Developed markets are incredibly well-researched – there’s so much information out there that it’s almost impossible to beat them because they’re so incredibly efficient (well, except in 2008 and 2000 and every other past crash of any significance, but put that aside for now). So it’s no wonder the poor active manager struggles to win there.

However, emerging markets – we’re told – are so inefficient that there are piles of under-researched opportunities, lying submerged from view like so many pearl-laden oysters, just waiting for the right super-investor to shuck them. That’s why you need to get active when you venture into emerging territory.

Logical, right? So go on, indulge me. Before you read the actual figure, why not take a mental punt on the percentage of active managers that outperformed the market over the last decade? I mean, given the inefficiencies and all that, they presumably did better than average, so maybe – what – 25% managed to beat the benchmark over a decade?

Nope.

The number you’re looking for is 3%.

That’s right. A full 97% of emerging market funds utterly failed to uncover those hidden gems and instead floundered along behind the index.

97%. That’s a number to remember the next time you’re reading one of the weekend finance supplements and some salesman spins a line about “exploiting inefficiencies”. Something’s being exploited, all right – but it isn’t emerging market inefficiency.

It’s just yet more evidence that most managers underperform

It’s all pretty damning. And I’m sure that these statistics can have holes picked in them. You can complain about the indices used. Or you can complain about the methodology. And if you look at the comments under the original article in the FT, you’ll see that plenty of people have.

But the core proposition is not in doubt. Over the long run, as David Blake of London’s Cass Business School puts it, “the average equity fund manager is unable to deliver outperformance from stock selection or market timing”.

In other words, your average professional is rubbish at picking stocks, and at choosing when to buy or sell. Given that those are the only two ways available to outperform, you have to wonder what the point of them is. And that’s pretty much what Blake says: “A typical investor would be almost 1.44% better off per annum by switching to a UK equity tracker.”

In a way this shouldn’t be a surprise. There are good reasons for active fund managers to underperform. The psychological tics afflicting fund managers are in many ways more challenging than the ones affecting private individuals.

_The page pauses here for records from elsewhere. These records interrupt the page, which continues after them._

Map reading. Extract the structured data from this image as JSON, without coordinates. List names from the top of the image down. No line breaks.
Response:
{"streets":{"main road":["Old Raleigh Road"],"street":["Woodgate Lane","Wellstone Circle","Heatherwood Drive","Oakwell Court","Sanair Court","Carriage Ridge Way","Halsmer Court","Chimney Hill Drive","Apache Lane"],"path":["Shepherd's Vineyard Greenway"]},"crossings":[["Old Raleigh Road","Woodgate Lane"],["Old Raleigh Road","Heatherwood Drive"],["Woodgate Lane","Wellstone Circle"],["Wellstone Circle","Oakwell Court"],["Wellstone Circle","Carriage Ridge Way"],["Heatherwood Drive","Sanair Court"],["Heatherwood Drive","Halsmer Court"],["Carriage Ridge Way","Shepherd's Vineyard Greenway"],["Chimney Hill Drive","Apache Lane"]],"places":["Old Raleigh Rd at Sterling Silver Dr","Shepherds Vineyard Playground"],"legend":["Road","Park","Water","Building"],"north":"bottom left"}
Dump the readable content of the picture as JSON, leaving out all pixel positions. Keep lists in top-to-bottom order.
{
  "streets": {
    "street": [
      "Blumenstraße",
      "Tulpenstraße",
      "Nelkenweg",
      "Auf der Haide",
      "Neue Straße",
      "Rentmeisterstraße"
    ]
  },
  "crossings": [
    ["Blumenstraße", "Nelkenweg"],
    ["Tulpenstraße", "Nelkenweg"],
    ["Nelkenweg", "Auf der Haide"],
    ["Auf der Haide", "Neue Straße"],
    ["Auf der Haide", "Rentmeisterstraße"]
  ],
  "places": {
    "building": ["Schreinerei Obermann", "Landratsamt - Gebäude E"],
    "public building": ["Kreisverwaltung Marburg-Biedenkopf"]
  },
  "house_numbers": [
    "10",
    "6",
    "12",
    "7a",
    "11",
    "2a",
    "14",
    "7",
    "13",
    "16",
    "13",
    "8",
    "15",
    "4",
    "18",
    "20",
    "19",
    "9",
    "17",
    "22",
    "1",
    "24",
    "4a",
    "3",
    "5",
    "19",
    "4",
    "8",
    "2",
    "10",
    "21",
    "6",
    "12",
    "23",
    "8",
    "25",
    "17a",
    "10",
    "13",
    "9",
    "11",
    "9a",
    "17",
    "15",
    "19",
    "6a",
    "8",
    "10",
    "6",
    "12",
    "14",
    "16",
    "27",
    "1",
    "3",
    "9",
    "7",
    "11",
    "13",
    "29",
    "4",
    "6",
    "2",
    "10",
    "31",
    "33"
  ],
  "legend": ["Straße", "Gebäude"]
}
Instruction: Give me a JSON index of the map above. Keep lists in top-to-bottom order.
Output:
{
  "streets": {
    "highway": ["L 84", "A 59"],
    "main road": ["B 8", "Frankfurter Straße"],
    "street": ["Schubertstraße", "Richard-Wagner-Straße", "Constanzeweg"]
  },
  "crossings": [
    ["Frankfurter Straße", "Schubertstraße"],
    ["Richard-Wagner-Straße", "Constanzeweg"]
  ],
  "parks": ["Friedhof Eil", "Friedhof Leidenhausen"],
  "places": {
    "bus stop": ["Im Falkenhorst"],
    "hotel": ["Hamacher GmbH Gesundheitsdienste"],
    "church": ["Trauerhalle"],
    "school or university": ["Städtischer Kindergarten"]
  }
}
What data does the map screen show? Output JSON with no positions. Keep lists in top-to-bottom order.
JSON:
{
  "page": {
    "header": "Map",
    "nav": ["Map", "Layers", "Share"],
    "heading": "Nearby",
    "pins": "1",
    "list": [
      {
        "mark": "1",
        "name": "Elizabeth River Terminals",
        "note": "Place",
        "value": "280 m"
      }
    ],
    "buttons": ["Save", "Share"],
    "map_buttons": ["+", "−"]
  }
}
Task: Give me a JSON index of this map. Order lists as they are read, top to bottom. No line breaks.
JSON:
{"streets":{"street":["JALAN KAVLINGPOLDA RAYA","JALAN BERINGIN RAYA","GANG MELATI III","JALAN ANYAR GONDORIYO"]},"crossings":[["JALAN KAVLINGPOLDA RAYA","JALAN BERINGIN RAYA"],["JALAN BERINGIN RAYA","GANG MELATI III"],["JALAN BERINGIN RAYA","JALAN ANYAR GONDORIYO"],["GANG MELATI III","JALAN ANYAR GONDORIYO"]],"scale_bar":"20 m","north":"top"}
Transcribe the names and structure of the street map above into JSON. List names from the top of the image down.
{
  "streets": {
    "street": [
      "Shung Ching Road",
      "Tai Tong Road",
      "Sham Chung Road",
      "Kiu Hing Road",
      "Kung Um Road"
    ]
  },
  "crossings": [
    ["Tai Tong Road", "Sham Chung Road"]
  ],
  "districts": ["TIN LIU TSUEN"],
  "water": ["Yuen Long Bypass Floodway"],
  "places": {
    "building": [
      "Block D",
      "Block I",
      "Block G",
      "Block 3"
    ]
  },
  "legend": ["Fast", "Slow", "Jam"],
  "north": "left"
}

Like it or not, they largely feel compelled by incentive structures and career risk (the danger of getting fired, basically) to focus on the short term. You have to make a name for yourself – be a Neil Woodford, or a Nick Train – before you can take big, bold bets and stick to a long-term strategy, without everyone pulling their money away in a panic. (And even then there are plenty of people who’ll moan at the first sight of even a “star” manager not quite delivering over the last six months or whatever.)

So should you stick all your money into a UK equity tracker? No. What you really need to understand is that there is no such thing as “passive” investing. I’ve said this before, but every asset allocation decision you make is “active”.

The real difference is in the price you pay to invest in an asset. Sometimes it’s worth paying an active manager – no really, believe it or not, I do think some active managers are actually worth paying (a little) for.

The ones in the
MoneyWeek investment trust portfolio, for example, have done very well and they’ve got long records of doing so.

But if you’re going to invest with a manager who charges you more than a tracker, then you need to be sure that the extra cost is justified in terms of performance, or access to an asset class you wouldn’t otherwise be able to get hold of. If not, then you’re better off finding a way to get cheap, passive exposure to the asset class or strategy that you’re after.